WHAT IS NEEDED - Below is a block of data; give all of it again word for word.
====
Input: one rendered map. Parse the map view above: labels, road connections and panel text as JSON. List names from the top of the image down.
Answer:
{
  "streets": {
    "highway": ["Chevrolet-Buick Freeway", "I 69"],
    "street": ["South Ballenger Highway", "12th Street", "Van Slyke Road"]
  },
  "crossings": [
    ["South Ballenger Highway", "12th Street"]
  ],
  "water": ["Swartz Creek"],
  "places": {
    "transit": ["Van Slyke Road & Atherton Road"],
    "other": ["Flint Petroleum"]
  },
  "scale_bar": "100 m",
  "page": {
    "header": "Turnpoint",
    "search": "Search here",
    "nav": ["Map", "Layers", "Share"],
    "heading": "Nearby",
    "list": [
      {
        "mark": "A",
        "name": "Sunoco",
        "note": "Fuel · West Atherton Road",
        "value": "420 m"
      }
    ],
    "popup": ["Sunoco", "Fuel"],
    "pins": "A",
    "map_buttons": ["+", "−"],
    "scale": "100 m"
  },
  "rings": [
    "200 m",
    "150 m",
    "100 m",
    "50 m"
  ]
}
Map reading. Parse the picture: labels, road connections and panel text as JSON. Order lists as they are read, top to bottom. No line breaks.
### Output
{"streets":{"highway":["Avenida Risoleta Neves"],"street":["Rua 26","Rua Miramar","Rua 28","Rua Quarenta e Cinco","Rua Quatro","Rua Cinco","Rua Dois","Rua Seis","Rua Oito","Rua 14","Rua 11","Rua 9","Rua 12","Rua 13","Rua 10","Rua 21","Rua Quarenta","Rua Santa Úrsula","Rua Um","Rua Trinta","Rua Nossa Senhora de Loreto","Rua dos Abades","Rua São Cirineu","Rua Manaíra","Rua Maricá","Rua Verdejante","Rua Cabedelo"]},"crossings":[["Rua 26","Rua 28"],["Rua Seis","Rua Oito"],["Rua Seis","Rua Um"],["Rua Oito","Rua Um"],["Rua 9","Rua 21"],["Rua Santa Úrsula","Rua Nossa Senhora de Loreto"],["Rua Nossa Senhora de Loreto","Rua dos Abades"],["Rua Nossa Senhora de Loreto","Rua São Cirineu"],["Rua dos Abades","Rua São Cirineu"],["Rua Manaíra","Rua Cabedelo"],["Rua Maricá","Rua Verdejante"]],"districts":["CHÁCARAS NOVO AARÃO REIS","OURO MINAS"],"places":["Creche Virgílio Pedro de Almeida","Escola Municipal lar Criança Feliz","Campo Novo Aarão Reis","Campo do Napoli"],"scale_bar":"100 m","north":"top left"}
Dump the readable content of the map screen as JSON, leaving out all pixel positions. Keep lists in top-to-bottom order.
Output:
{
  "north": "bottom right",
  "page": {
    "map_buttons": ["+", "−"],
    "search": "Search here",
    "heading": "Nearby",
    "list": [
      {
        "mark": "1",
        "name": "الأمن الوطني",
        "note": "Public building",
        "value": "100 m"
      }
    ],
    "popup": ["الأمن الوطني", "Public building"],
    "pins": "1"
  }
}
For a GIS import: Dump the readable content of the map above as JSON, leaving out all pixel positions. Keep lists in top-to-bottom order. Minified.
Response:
====
PROBLEM SOLUTION -
Input: one rendered map. Parse the map view above: labels, road connections and panel text as JSON. List names from the top of the image down.
Answer:
{
  "streets": {
    "highway": ["Chevrolet-Buick Freeway", "I 69"],
    "street": ["South Ballenger Highway", "12th Street", "Van Slyke Road"]
  },
  "crossings": [
    ["South Ballenger Highway", "12th Street"]
  ],
  "water": ["Swartz Creek"],
  "places": {
    "transit": ["Van Slyke Road & Atherton Road"],
    "other": ["Flint Petroleum"]
  },
  "scale_bar": "100 m",
  "page": {
    "header": "Turnpoint",
    "search": "Search here",
    "nav": ["Map", "Layers", "Share"],
    "heading": "Nearby",
    "list": [
      {
        "mark": "A",
        "name": "Sunoco",
        "note": "Fuel · West Atherton Road",
        "value": "420 m"
      }
    ],
    "popup": ["Sunoco", "Fuel"],
    "pins": "A",
    "map_buttons": ["+", "−"],
    "scale": "100 m"
  },
  "rings": [
    "200 m",
    "150 m",
    "100 m",
    "50 m"
  ]
}
Map reading. Parse the picture: labels, road connections and panel text as JSON. Order lists as they are read, top to bottom. No line breaks.
### Output
{"streets":{"highway":["Avenida Risoleta Neves"],"street":["Rua 26","Rua Miramar","Rua 28","Rua Quarenta e Cinco","Rua Quatro","Rua Cinco","Rua Dois","Rua Seis","Rua Oito","Rua 14","Rua 11","Rua 9","Rua 12","Rua 13","Rua 10","Rua 21","Rua Quarenta","Rua Santa Úrsula","Rua Um","Rua Trinta","Rua Nossa Senhora de Loreto","Rua dos Abades","Rua São Cirineu","Rua Manaíra","Rua Maricá","Rua Verdejante","Rua Cabedelo"]},"crossings":[["Rua 26","Rua 28"],["Rua Seis","Rua Oito"],["Rua Seis","Rua Um"],["Rua Oito","Rua Um"],["Rua 9","Rua 21"],["Rua Santa Úrsula","Rua Nossa Senhora de Loreto"],["Rua Nossa Senhora de Loreto","Rua dos Abades"],["Rua Nossa Senhora de Loreto","Rua São Cirineu"],["Rua dos Abades","Rua São Cirineu"],["Rua Manaíra","Rua Cabedelo"],["Rua Maricá","Rua Verdejante"]],"districts":["CHÁCARAS NOVO AARÃO REIS","OURO MINAS"],"places":["Creche Virgílio Pedro de Almeida","Escola Municipal lar Criança Feliz","Campo Novo Aarão Reis","Campo do Napoli"],"scale_bar":"100 m","north":"top left"}
Dump the readable content of the map screen as JSON, leaving out all pixel positions. Keep lists in top-to-bottom order.
Output:
{
  "north": "bottom right",
  "page": {
    "map_buttons": ["+", "−"],
    "search": "Search here",
    "heading": "Nearby",
    "list": [
      {
        "mark": "1",
        "name": "الأمن الوطني",
        "note": "Public building",
        "value": "100 m"
      }
    ],
    "popup": ["الأمن الوطني", "Public building"],
    "pins": "1"
  }
}
For a GIS import: Dump the readable content of the map above as JSON, leaving out all pixel positions. Keep lists in top-to-bottom order. Minified.
Response:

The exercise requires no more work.